Collected data entries
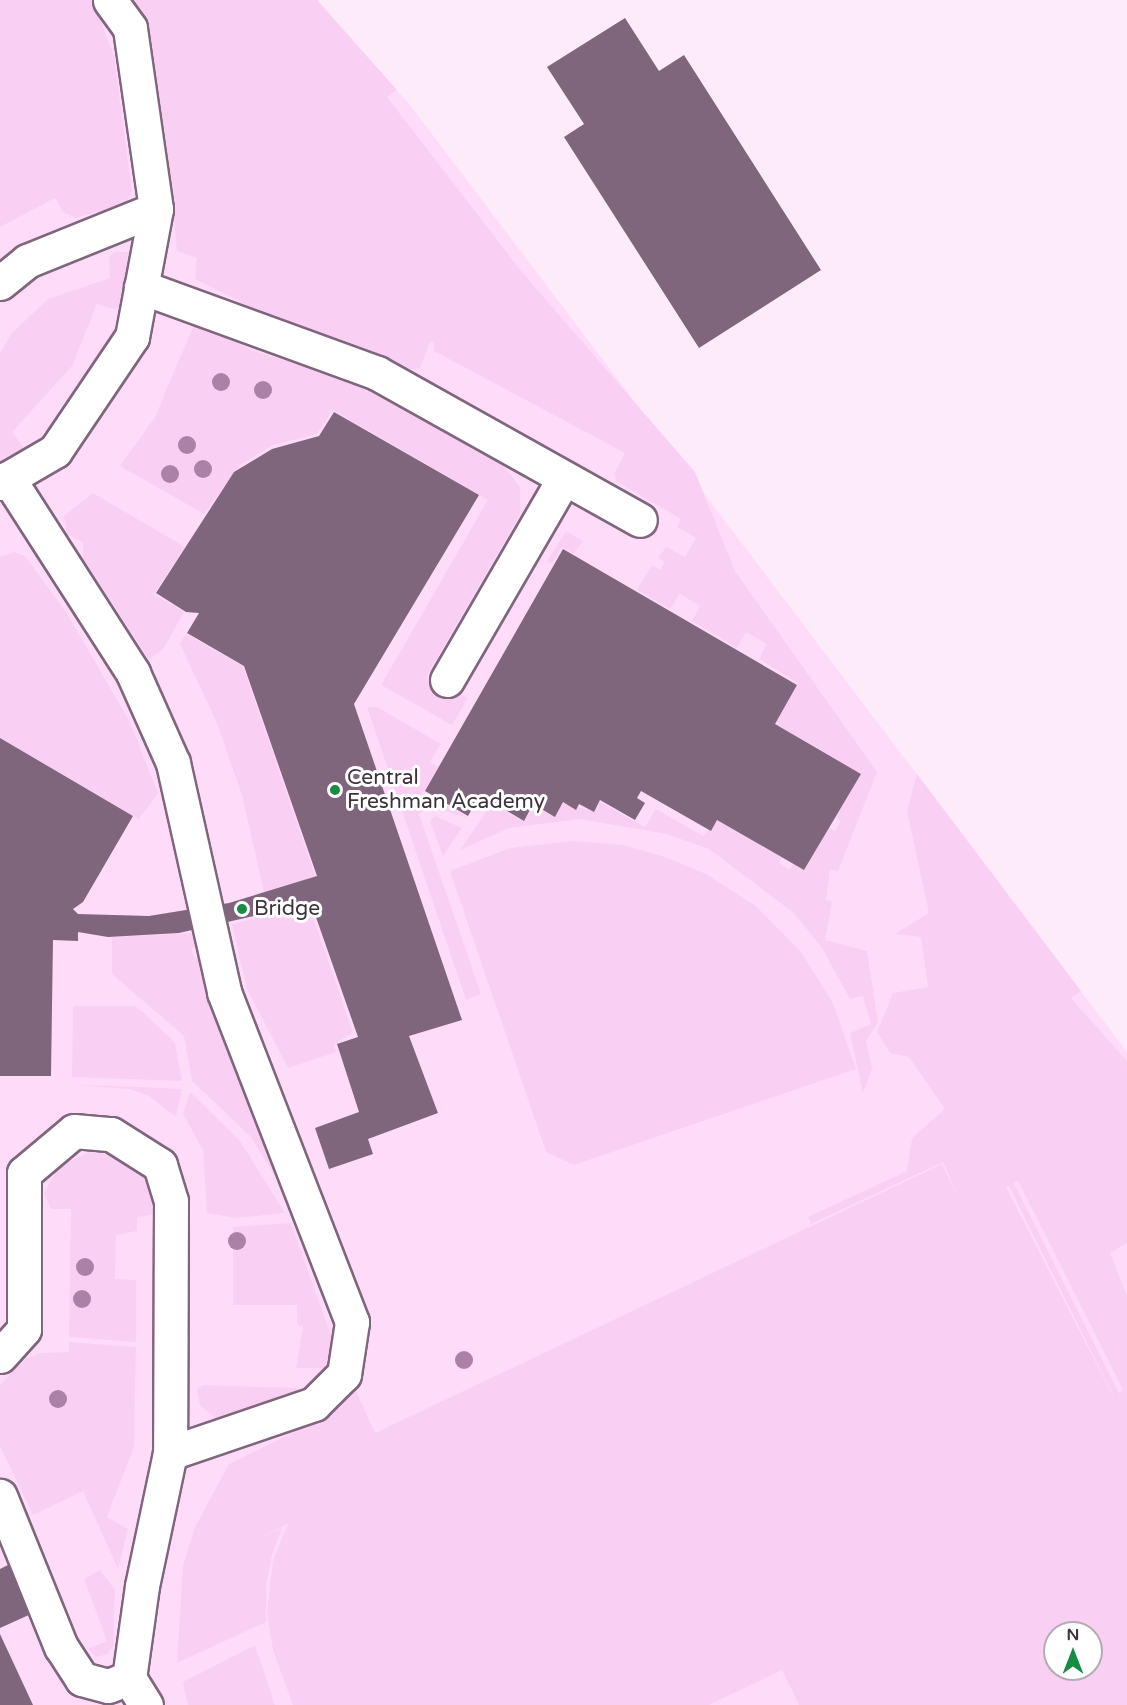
<!DOCTYPE html>
<html>
<head>
<meta charset="utf-8">
<style>
  body { margin:0 }
  #map { position:relative; width:1127px; height:1705px; overflow:hidden; background:#fdebfa; font-family:"Varela Round",sans-serif }
  div>[style] { position:absolute }
  [style*='--x'] { left:calc(var(--x)*1px); top:calc(var(--y)*1px); width:calc(var(--w)*1px); rotate:calc(var(--a)*1deg) }
  .built>* { inset:0; background:#ffdbfa }
  .green>* { inset:0; background:#f9d0f4 }
  .building>* { inset:0; background:#80667d }
  .roads { filter:drop-shadow(2px 0 #7f667c) drop-shadow(-2px 0 #7f667c) drop-shadow(0 2px #7f667c) drop-shadow(0 -2px #7f667c) }
  .minor>* { height:33px; margin:-16.5px; padding:0 16.5px; transform-origin:16.5px; border-radius:16.5px; background:#fff }
  .trees>* { width:18px; height:18px; margin:-9px; border-radius:50%; background:#ab81a7 }
  .dots>* { width:16px; height:16px; translate:-50% -50%; box-sizing:border-box; border:3px solid #fff; border-radius:50% }
  span { translate:-50% -50%; white-space:nowrap; text-align:center; line-height:1.15; -webkit-text-stroke:6px #fff; paint-order:stroke }
  .poi-label { font-size:21px; color:#3e323c }
  .left { translate:0 -50%; text-align:left }
  .north { position:absolute; left:1043px; top:1621px; width:60px; height:60px; box-sizing:border-box; background:#fff; border:2px solid #b2adb1; border-radius:50%; rotate:0deg; font-size:16px; font-weight:700; line-height:24px; text-align:center; color:#3e323c }
  .north::after { content:''; display:block; margin:auto; width:21px; height:27px; background:#188b45; clip-path:polygon(50% 0,100% 100%,50% 72%,0 100%) }
</style>
</head>
<body>
<div id="map">
  <div class="built">
    <i style="clip-path:polygon(evenodd,0 0,317px 0,410px 105px,1127px 1052px,1127px 1705px,0 1705px,0 0,1055px 1633px,1091px 1633px,1091px 1669px,1055px 1669px,1055px 1633px)"></i>
  </div>
  <div class="green">
    <i style="clip-path:polygon(0 0,93px 0,114px 56px,132px 191px,127px 203px,76px 218px,63px 212px,55px 198px,0 227px)"></i>
    <i style="clip-path:polygon(135px 0,317px 0,397px 90px,387px 97px,521px 271px,695px 472px,735px 571px,877px 772px,838px 871px,830px 870px,826px 900px,832px 901px,825px 940px,867px 951px,878px 1022px,866px 1041px,872px 1069px,863px 1093px,850px 1033px,871px 1024px,863px 996px,850px 999px,822px 948px,795px 914px,709px 849px,666px 834px,580px 819px,509px 828px,460px 850px,492px 804px,523px 821px,533px 804px,555px 816px,563px 802px,594px 812px,600px 802px,645px 827px,656px 809px,703px 836px,717px 820px,782px 857px,779px 863px,789px 870px,794px 864px,804px 870px,829px 828px,835px 831px,841px 821px,836px 817px,861px 774px,775px 724px,798px 683px,759px 659px,767px 644px,746px 632px,737px 648px,692px 621px,700px 606px,680px 594px,670px 609px,637px 590px,652px 565px,660px 570px,665px 562px,658px 558px,666px 547px,685px 557px,696px 538px,677px 527px,681px 519px,616px 481px,614px 474px,625px 453px,434px 351px,434px 343px,430px 342px,420px 368px,408px 370px,350px 343px,290px 327px,195px 279px,197px 258px,177px 251px,167px 147px,148px 40px)"></i>
    <i style="clip-path:polygon(114px 252px,132px 252px,123px 305px,114px 309px,97px 304px,72px 366px,12px 432px,27px 452px,0 475px,0 354px,11px 334px,48px 299px,110px 278px,109px 258px)"></i>
    <i style="clip-path:polygon(196px 320px,251px 350px,348px 380px,500px 461px,520px 487px,520px 515px,426px 677px,468px 698px,452px 725px,381px 685px,488px 500px,333px 410px,317px 434px,273px 445px,240px 465px,204px 514px,120px 466px,155px 417px)"></i>
    <i style="clip-path:polygon(93px 493px,185px 547px,154px 594px,184px 612px,164px 648px,149px 660px,83px 558px,83px 542px,67px 535px,64px 516px)"></i>
    <i style="clip-path:polygon(566px 531px,583px 541px,574px 554px,562px 547px,552px 564px,547px 561px)"></i>
    <i style="clip-path:polygon(14px 552px,25px 556px,66px 612px,130px 722px,158px 793px,139px 819px,0 738px,0 557px)"></i>
    <i style="clip-path:polygon(186px 634px,243px 666px,315px 875px,303px 883px,264px 893px,242px 795px,217px 723px,180px 644px)"></i>
    <i style="clip-path:polygon(367px 707px,377px 707px,441px 744px,430px 762px,438px 767px,423px 793px,469px 818px,429px 806px,419px 814px,481px 994px,466px 1000px)"></i>
    <i style="clip-path:polygon(evenodd,917px 774px,1081px 991px,1071px 998px,1127px 1061px,1127px 1243px,1110px 1253px,1127px 1296px,1127px 1705px,799px 1705px,782px 1670px,709px 1705px,293px 1705px,273px 1650px,267px 1614px,273px 1560px,288px 1524px,257px 1539px,282px 1528px,272px 1555px,266px 1585px,266px 1622px,177px 1663px,183px 1566px,195px 1527px,229px 1464px,328px 1415px,355px 1389px,375px 1433px,942px 1164px,958px 1198px,943px 1162px,811px 1224px,808px 1217px,907px 1171px,912px 1138px,945px 1109px,909px 1057px,890px 1053px,877px 1032px,893px 993px,928px 987px,921px 937px,895px 934px,929px 913px,907px 811px,917px 774px,1018px 1181px,1123px 1390px,1119px 1393px,1014px 1183px,1018px 1181px,917px 774px,1009px 1186px,1113px 1395px,1113px 1396px,1006px 1187px,1009px 1186px,917px 774px,1055px 1633px,1091px 1633px,1091px 1669px,1055px 1669px,1055px 1633px)"></i>
    <i style="clip-path:polygon(435px 816px,462px 828px,443px 856px,430px 821px)"></i>
    <i style="clip-path:polygon(573px 841px,623px 845px,665px 857px,706px 874px,756px 906px,801px 952px,833px 1003px,856px 1069px,574px 1165px,546px 1152px,450px 871px,510px 848px)"></i>
    <i style="clip-path:polygon(309px 905px,353px 1032px,334px 1045px,336px 1052px,288px 1068px,247px 989px,232px 924px)"></i>
    <i style="clip-path:polygon(197px 933px,199px 947px,192px 948px,193px 956px,202px 963px,290px 1200px,250px 1136px,192px 1081px,184px 1036px,112px 974px,112px 937px)"></i>
    <i style="clip-path:polygon(73px 1006px,134px 1006px,144px 1013px,175px 1043px,182px 1081px,72px 1077px)"></i>
    <i style="clip-path:polygon(72px 1085px,142px 1087px,182px 1089px,176px 1117px,149px 1096px,130px 1089px)"></i>
    <i style="clip-path:polygon(190px 1092px,240px 1141px,285px 1213px,236px 1218px,207px 1213px,203px 1150px,183px 1114px)"></i>
    <i style="clip-path:polygon(89px 1152px,118px 1155px,145px 1171px,159px 1214px,137px 1217px,137px 1231px,116px 1235px,115px 1279px,136px 1280px,136px 1342px,69px 1337px,71px 1209px,51px 1209px,44px 1193px,59px 1167px)"></i>
    <i style="clip-path:polygon(291px 1223px,334px 1344px,324px 1368px,296px 1368px,303px 1326px,297px 1325px,297px 1305px,233px 1305px,233px 1227px)"></i>
    <i style="clip-path:polygon(69px 1342px,136px 1347px,134px 1447px,107px 1517px,128px 1529px,118px 1569px,83px 1491px,33px 1515px,0 1446px,0 1385px,25px 1359px,40px 1353px,69px 1352px)"></i>
    <i style="clip-path:polygon(203px 1385px,296px 1388px,298px 1390px,242px 1417px,220px 1421px,200px 1406px,197px 1389px)"></i>
    <i style="clip-path:polygon(100px 1570px,115px 1590px,113px 1646px,108px 1654px,96px 1657px,88px 1649px,107px 1641px,84px 1579px)"></i>
    <i style="clip-path:polygon(255px 1645px,275px 1705px,188px 1705px,183px 1682px)"></i>
  </div>
  <div class="building">
    <i style="clip-path:polygon(625px 18px,659px 71px,684px 55px,821px 270px,699px 348px,564px 137px,584px 124px,547px 67px)"></i>
    <i style="clip-path:polygon(334px 412px,479px 495px,354px 704px,462px 1020px,409px 1036px,438px 1113px,368px 1139px,373px 1154px,329px 1169px,315px 1128px,359px 1112px,337px 1044px,358px 1037px,311px 903px,179px 933px,108px 937px,78px 932px,78px 941px,53px 940px,51px 1076px,0 1076px,0 738px,133px 816px,83px 902px,73px 909px,78px 914px,149px 916px,229px 903px,317px 876px,244px 666px,187px 633px,199px 613px,186px 612px,156px 593px,234px 472px,272px 449px,319px 436px)"></i>
    <i style="clip-path:polygon(563px 549px,797px 685px,775px 724px,861px 774px,804px 870px,717px 820px,711px 831px,641px 791px,637px 798px,645px 803px,635px 820px,600px 800px,594px 812px,579px 804px,576px 810px,563px 802px,555px 817px,533px 804px,524px 821px,480px 795px,468px 816px,425px 791px)"></i>
    <i style="clip-path:polygon(8px 1565px,31px 1614px,0 1628px,0 1569px)"></i>
    <i style="clip-path:polygon(0 1634px,33px 1705px,0 1705px)"></i>
  </div>
  <div class="roads">
    <div class="minor">
      <i style="--x:0;--y:283;--w:35;--a:-39"></i>
      <i style="--x:27;--y:261;--w:139;--a:-22"></i>
      <i style="--x:141;--y:287;--w:251;--a:20"></i>
      <i style="--x:377;--y:373;--w:301;--a:29.2"></i>
      <i style="--x:8;--y:478;--w:232;--a:57.3"></i>
      <i style="--x:133;--y:673;--w:98;--a:66"></i>
      <i style="--x:173;--y:763;--w:235;--a:77.4"></i>
      <i style="--x:224;--y:992;--w:354;--a:68.8"></i>
      <i style="--x:352;--y:1322;--w:53;--a:98.7"></i>
      <i style="--x:344;--y:1374;--w:42;--a:135"></i>
      <i style="--x:314;--y:1404;--w:152;--a:161.2"></i>
      <i style="--x:0;--y:483;--w:64;--a:-30.2"></i>
      <i style="--x:55;--y:451;--w:138;--a:-56"></i>
      <i style="--x:132;--y:337;--w:130;--a:-79.4"></i>
      <i style="--x:156;--y:209;--w:183;--a:-98.2"></i>
      <i style="--x:130;--y:28;--w:34;--a:-126"></i>
      <i style="--x:447;--y:680;--w:233;--a:-59.9"></i>
      <i style="--x:0;--y:1356;--w:36;--a:-48"></i>
      <i style="--x:24;--y:1329;--w:156;--a:-90"></i>
      <i style="--x:24;--y:1173;--w:65;--a:-40"></i>
      <i style="--x:74;--y:1131;--w:37;--a:5"></i>
      <i style="--x:111;--y:1134;--w:58;--a:32.3"></i>
      <i style="--x:160;--y:1165;--w:38;--a:73"></i>
      <i style="--x:171;--y:1201;--w:252;--a:90.2"></i>
      <i style="--x:170;--y:1453;--w:136;--a:101.9"></i>
      <i style="--x:142;--y:1586;--w:93;--a:98"></i>
      <i style="--x:129;--y:1678;--w:22;--a:159"></i>
      <i style="--x:108;--y:1686;--w:27;--a:-165"></i>
      <i style="--x:82;--y:1679;--w:38;--a:-123"></i>
      <i style="--x:61;--y:1647;--w:163;--a:-112"></i>
      <i style="--x:129;--y:1678;--w:32;--a:58"></i>
    </div>
  </div>
  <div class="trees">
    <i style="left:221px;top:382px"></i>
    <i style="left:263px;top:390px"></i>
    <i style="left:187px;top:445px"></i>
    <i style="left:203px;top:469px"></i>
    <i style="left:170px;top:474px"></i>
    <i style="left:237px;top:1241px"></i>
    <i style="left:85px;top:1267px"></i>
    <i style="left:82px;top:1299px"></i>
    <i style="left:464px;top:1360px"></i>
    <i style="left:58px;top:1399px"></i>
  </div>
  <div class="dots">
    <i style="left:335px;top:790px;background:#188b45"></i>
    <i style="left:242px;top:909px;background:#188b45"></i>
  </div>
  <div class="poi-label">
    <span class="left" style="left:347px;top:790px">Central<br>Freshman Academy</span>
    <span class="left" style="left:254px;top:909px">Bridge</span>
  </div>
  <div class="north">N</div>
</div>
</body>
</html>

### Task
Starting from the data above, filter for lines with "text" and copy each one.

### Your response
  span { translate:-50% -50%; white-space:nowrap; text-align:center; line-height:1.15; -webkit-text-stroke:6px #fff; paint-order:stroke }
  .left { translate:0 -50%; text-align:left }
  .north { position:absolute; left:1043px; top:1621px; width:60px; height:60px; box-sizing:border-box; background:#fff; border:2px solid #b2adb1; border-radius:50%; rotate:0deg; font-size:16px; font-weight:700; line-height:24px; text-align:center; color:#3e323c }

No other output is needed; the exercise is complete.